# Big Bad Bob



## ironjaws (Jan 19, 2004)

Trying to post a pic of the biggest rhom in the United States. Hopfully this wurkz.
His name is Big Bad Bob.


----------



## LaZy (Jun 17, 2003)

Nice rhom


----------



## LEON (Dec 5, 2003)

beautiful fish

Please post more pics


----------



## Niche (Mar 9, 2004)

how big do u have to be to be the biggest?


----------



## SerraNBAPygo (Jun 8, 2004)

nice rhom how big is it.


----------



## rchan11 (May 6, 2004)

How many inches?


----------



## elTwitcho (Jun 22, 2004)

I don't usually like ths shape of rhoms (the whole higback look isn't my thing) but that fish is beatiful.


----------



## killfishygo (Jan 13, 2004)

That rhom is huge!!! whose rhom is that?


----------



## Doug (Feb 10, 2004)

i want that guy. He is pretty massive. As everyone said HOW BIG??


----------



## Death in #'s (Apr 29, 2003)

dam thats a sweet ass rhom


----------



## KangolBrand (Jul 15, 2004)

ya, thats the nices looking rhom i seen so far, how much????? how biggg? in inchs?


----------



## mr.PIMP4969 (Jun 2, 2004)

that this is so big


----------



## f2esh (Aug 18, 2003)

wo...what a tank lol


----------



## gbert15 (Jul 20, 2004)

Nice Rhom dude! How big is he?


----------



## pamonster (Jun 26, 2003)

wow, he's sweet!


----------



## ironjaws (Jan 19, 2004)

here's another pic


----------



## MR HARLEY (Aug 12, 2003)

How big is he ?


----------



## ironjaws (Jan 19, 2004)

how big is he? Let's just say monsterous. Here is a pic of him from the side.


----------



## MR HARLEY (Aug 12, 2003)

Well I dont know if he is the biggest , but he is big ........
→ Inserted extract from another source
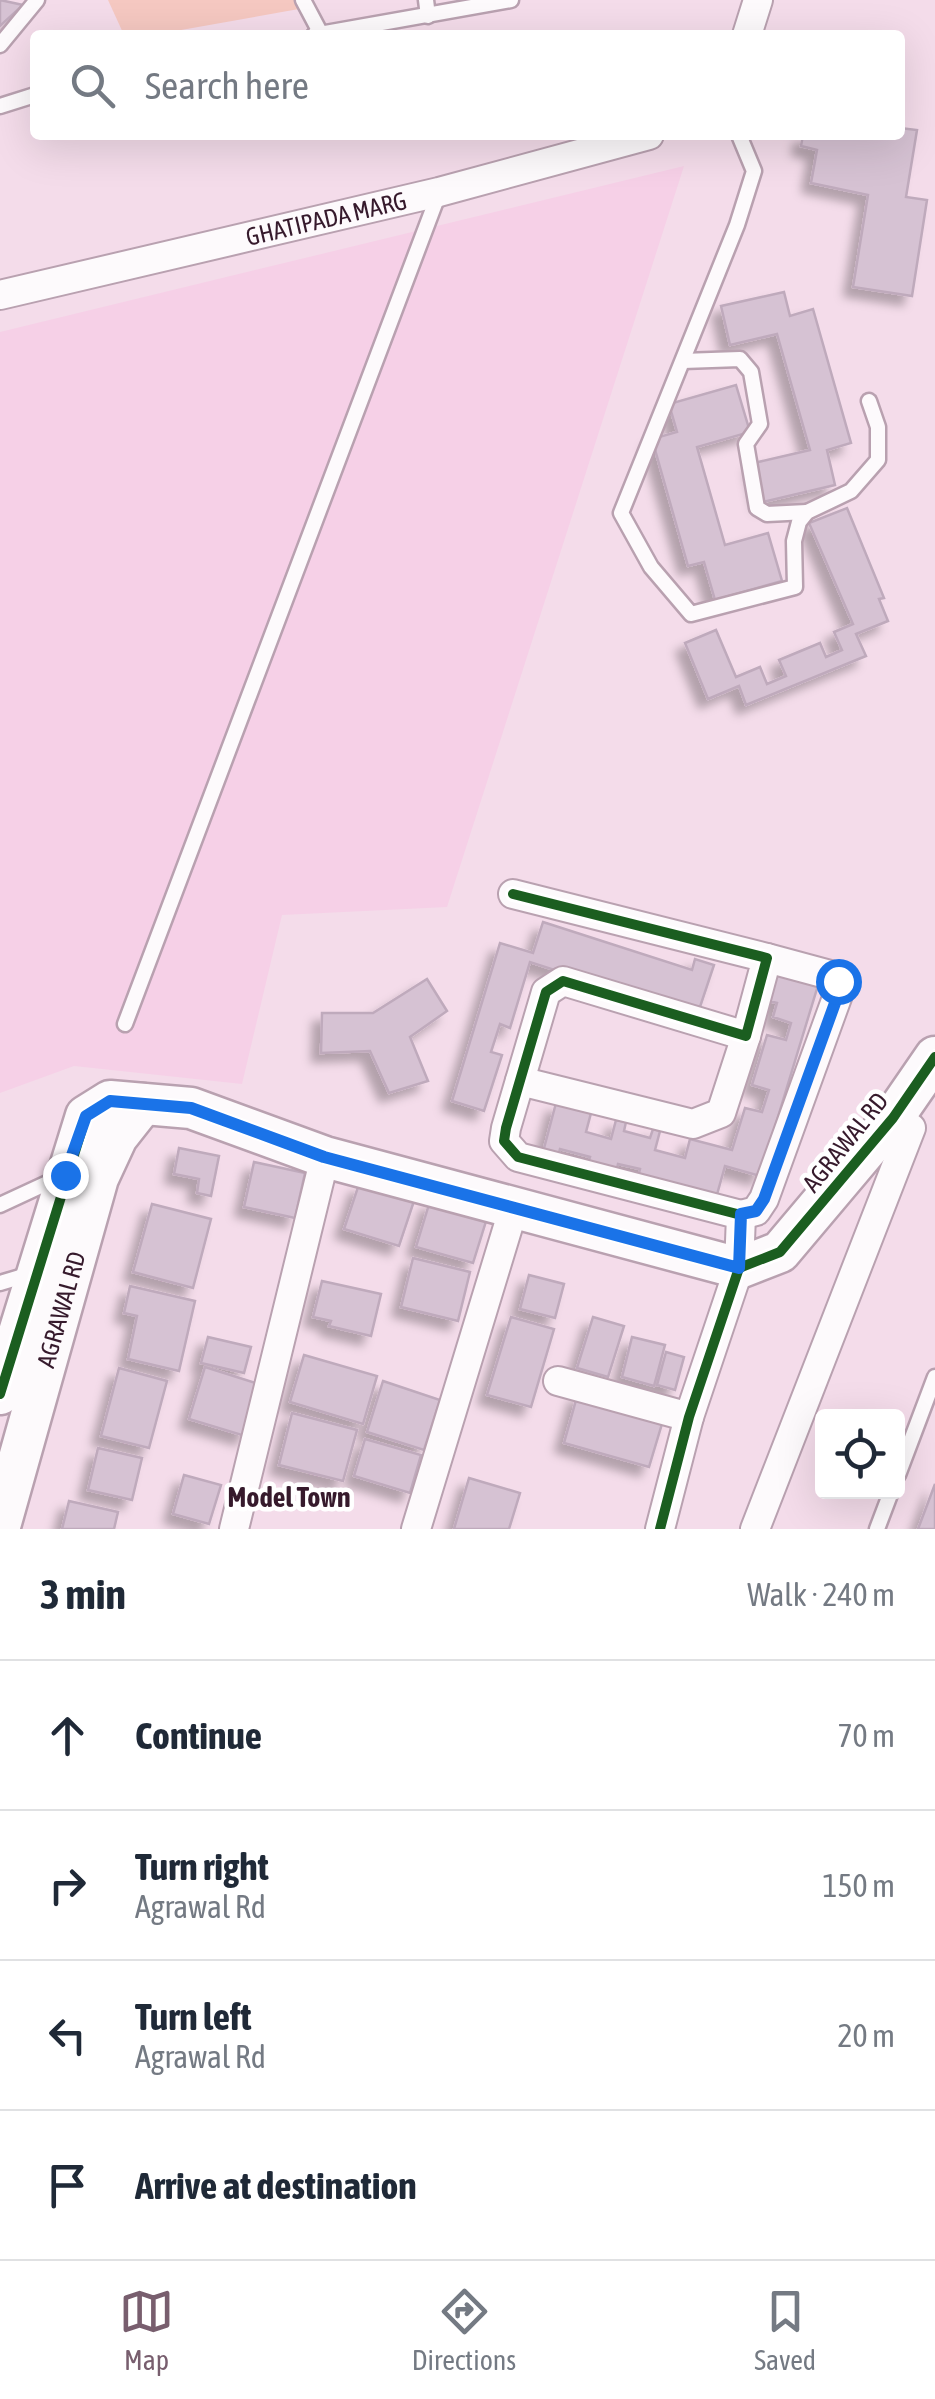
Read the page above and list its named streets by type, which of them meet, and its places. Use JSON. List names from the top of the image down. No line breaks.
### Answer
{"streets":{"street":["GHATIPADA MARG","AGRAWAL RD"]},"districts":["Model Town"],"page":{"search":"Search here","heading":["3 min","Walk · 240 m"],"list":[["Continue","70 m"],["Turn right","Agrawal Rd","150 m"],["Turn left","Agrawal Rd","20 m"],"Arrive at destination"],"nav":["Map","Directions","Saved"]}}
My friend (Prdemon) has a 16inch plus Black rhom , and he looks bigger than yours


----------



## ironjaws (Jan 19, 2004)

Here's my old smaller one we call Grim.


----------



## MR HARLEY (Aug 12, 2003)

ironjaws said:


> Here's my old smaller one we call Grim.


 Grim is sweet


----------



## yonam (Apr 16, 2004)

Damn! he's huge


----------



## ironjaws (Jan 19, 2004)

If he got that fish from ash you can't measure worth shibby.
If he got that from ash I saw it. 13" MAYBE...


----------



## ironjaws (Jan 19, 2004)

Sorry, but Grim is no comparison.


----------



## MR HARLEY (Aug 12, 2003)

ironjaws said:


> If he got that fish from ash you can't measure worth shibby.
> If he got that from ash I saw it. 13" MAYBE...


 Not that one Bro, Get your facts straight .the one he has right now is only 13 to 14 inches .......
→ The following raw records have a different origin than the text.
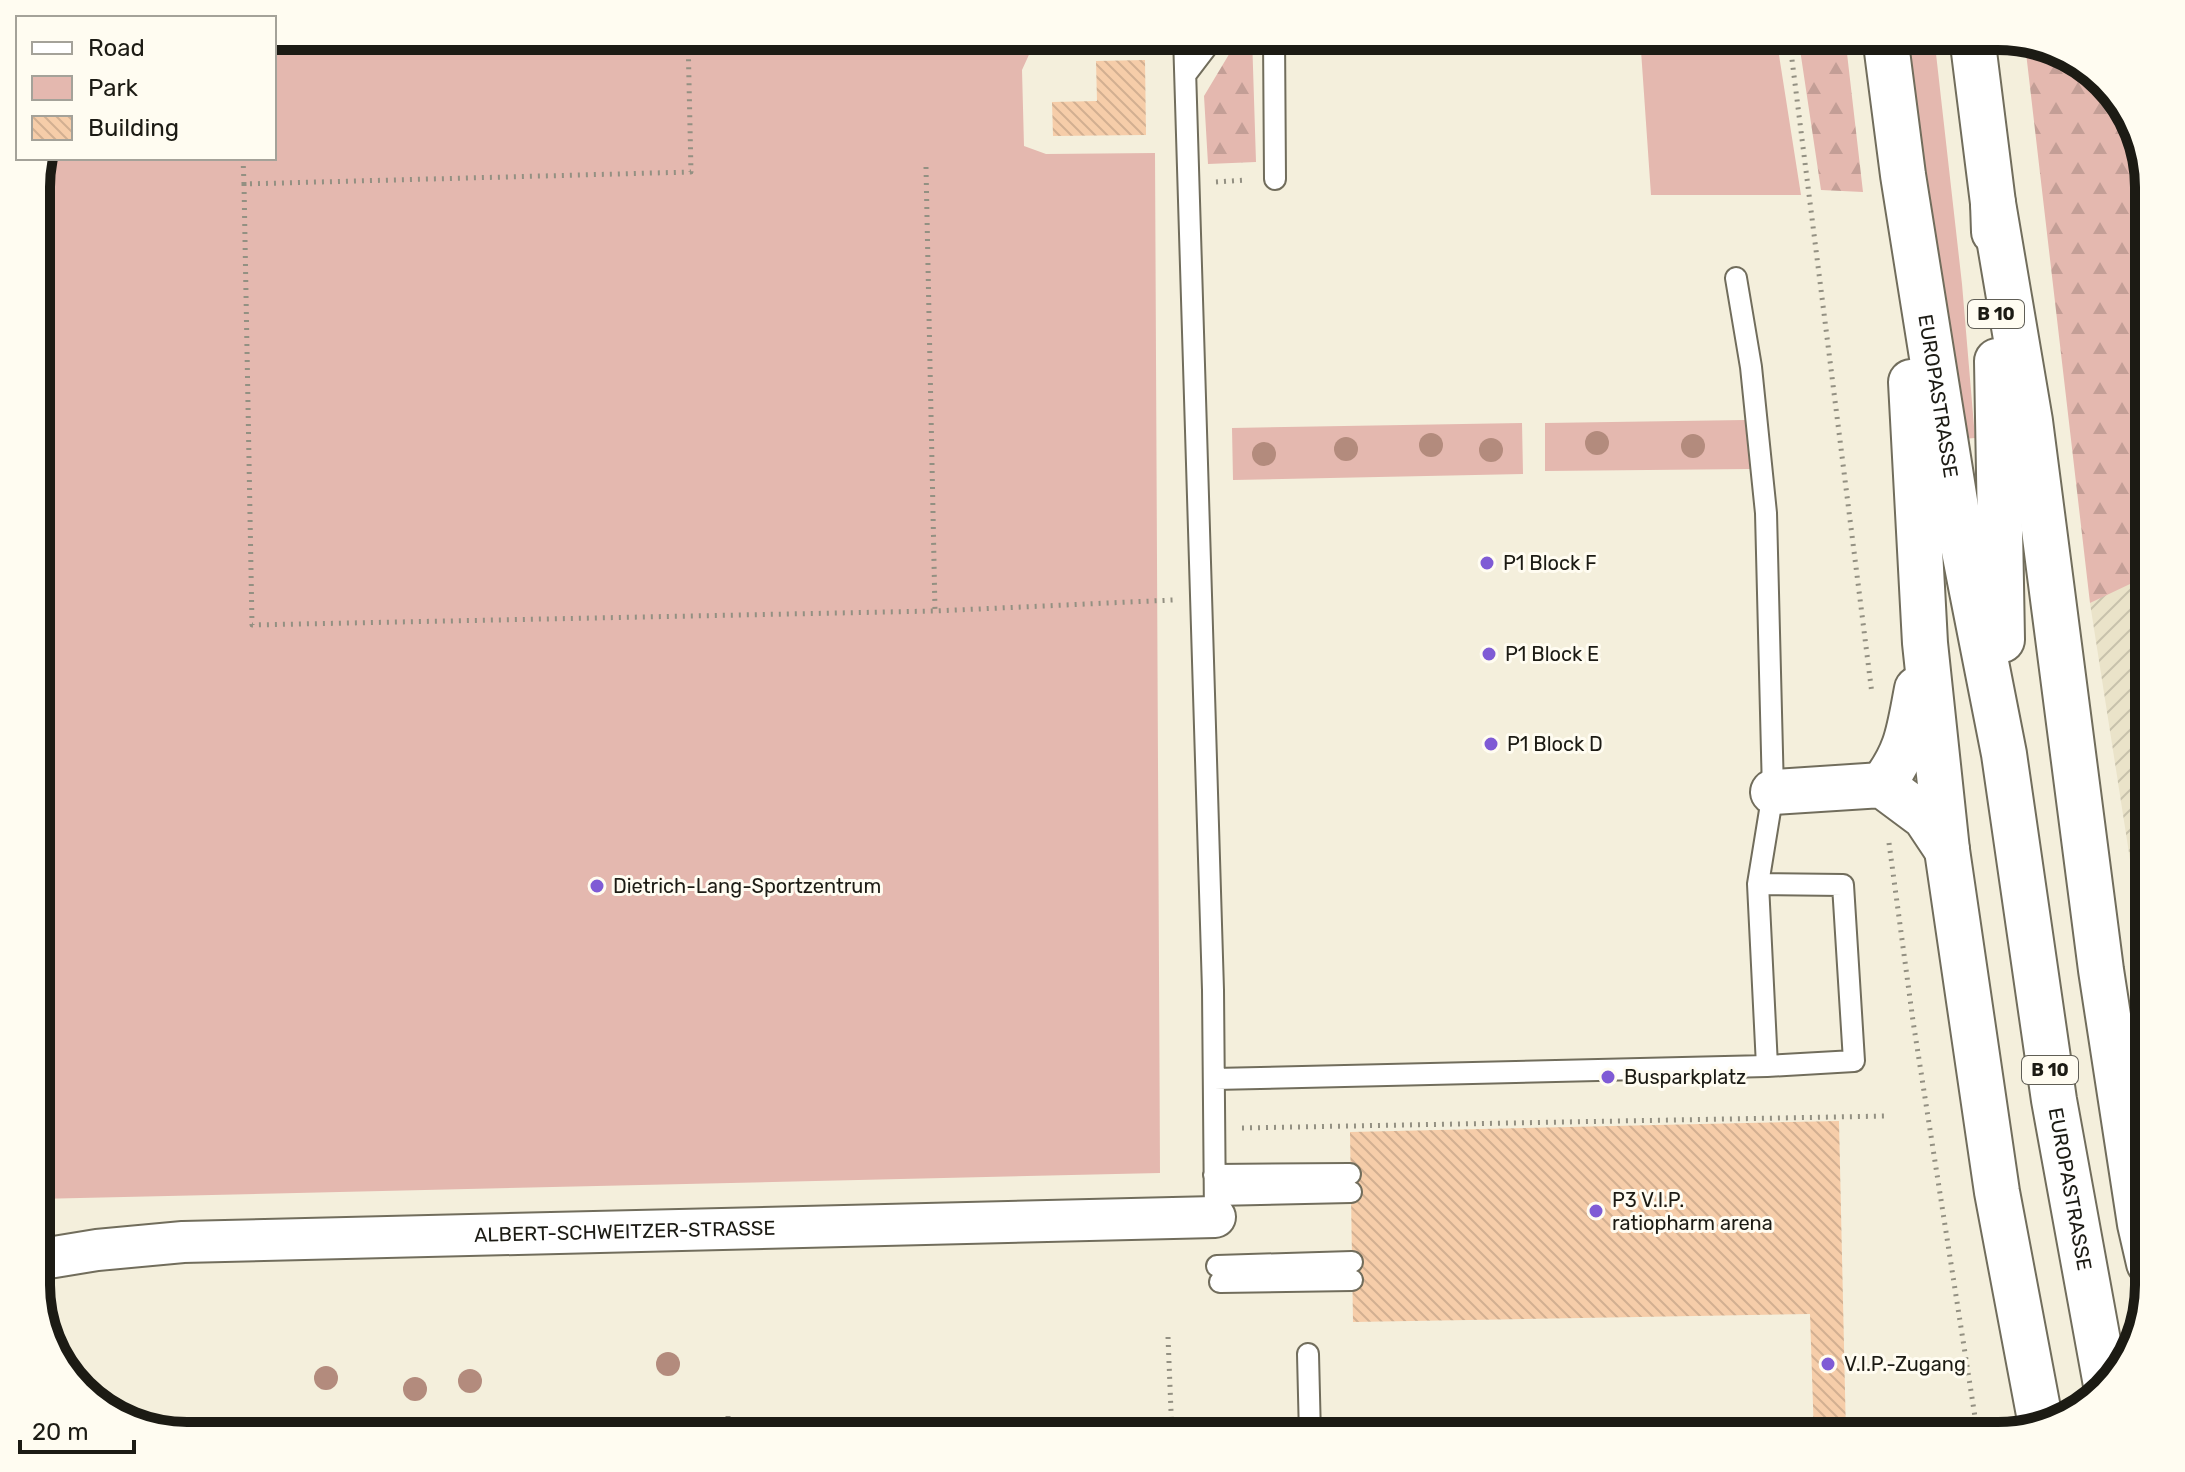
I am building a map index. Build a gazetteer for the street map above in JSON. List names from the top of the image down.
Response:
{
  "streets": {
    "main road": ["B 10", "EUROPASTRASSE"],
    "street": ["ALBERT-SCHWEITZER-STRASSE"]
  },
  "places": [
    "P1 Block F",
    "P1 Block E",
    "P1 Block D",
    "Dietrich-Lang-Sportzentrum",
    "Busparkplatz",
    "P3 V.I.P. ratiopharm arena",
    "V.I.P.-Zugang"
  ],
  "legend": ["Road", "Park", "Building"],
  "scale_bar": "20 m"
}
He got it over a year ago , before your time







(Dont hate bro cuz his is bigger)


----------



## ironjaws (Jan 19, 2004)

Here's Grim again.


----------



## MR HARLEY (Aug 12, 2003)

ironjaws said:


> Sorry, but Grim is no comparison.


Grim is more Flawless........than the biggen


----------



## ironjaws (Jan 19, 2004)

I'm a hater hater. I showed my monster. So show me yours. Or I mean your friends 16 incher. Notice how much smaller Grim is? Have you seen Grim over Ashes house Harley? How big do you think he is? Everyone said how Grim is the largest and nobody disagreed. Well now I do. Come on prdonmon show me a bigger one please.


----------



## MR HARLEY (Aug 12, 2003)

ironjaws said:


> I'm a hater hater. I showed my monster. So show me yours. Or I mean your friends 16 incher. Notice how much smaller Grim is? Have you seen Grim over Ashes house Harley? How big do you think he is? Everyone said how Grim is the largest and nobody disagreed. Well now I do. Come on prdonmon show me a bigger one please.


well Don H is 16

and GG has a 16 at ash's

plus Im all the way on the other side of the nation from ASH ..

dON h'S 16


----------



## ironjaws (Jan 19, 2004)

Grim has a busted jaw, he's skinny, and has a hump on his back. Not to mention his zebra stripe on the side of the body that never seems to get a picture taken from.
Mine is flawless. period


----------



## MR HARLEY (Aug 12, 2003)

Yes He is and I love your rhoms , They are beautiful







, But I wouldnt say they are the biggest in the U.S.:rasp:

Grosse Gurke's Rhom


----------



## MR HARLEY (Aug 12, 2003)

ironjaws said:
 

> I'm a hater hater. I showed my monster. So show me yours. Or I mean your friends 16 incher. Notice how much smaller Grim is? Have you seen Grim over Ashes house Harley? How big do you think he is? Everyone said how Grim is the largest and nobody disagreed. Well now I do. Come on prdonmon show me a bigger one please.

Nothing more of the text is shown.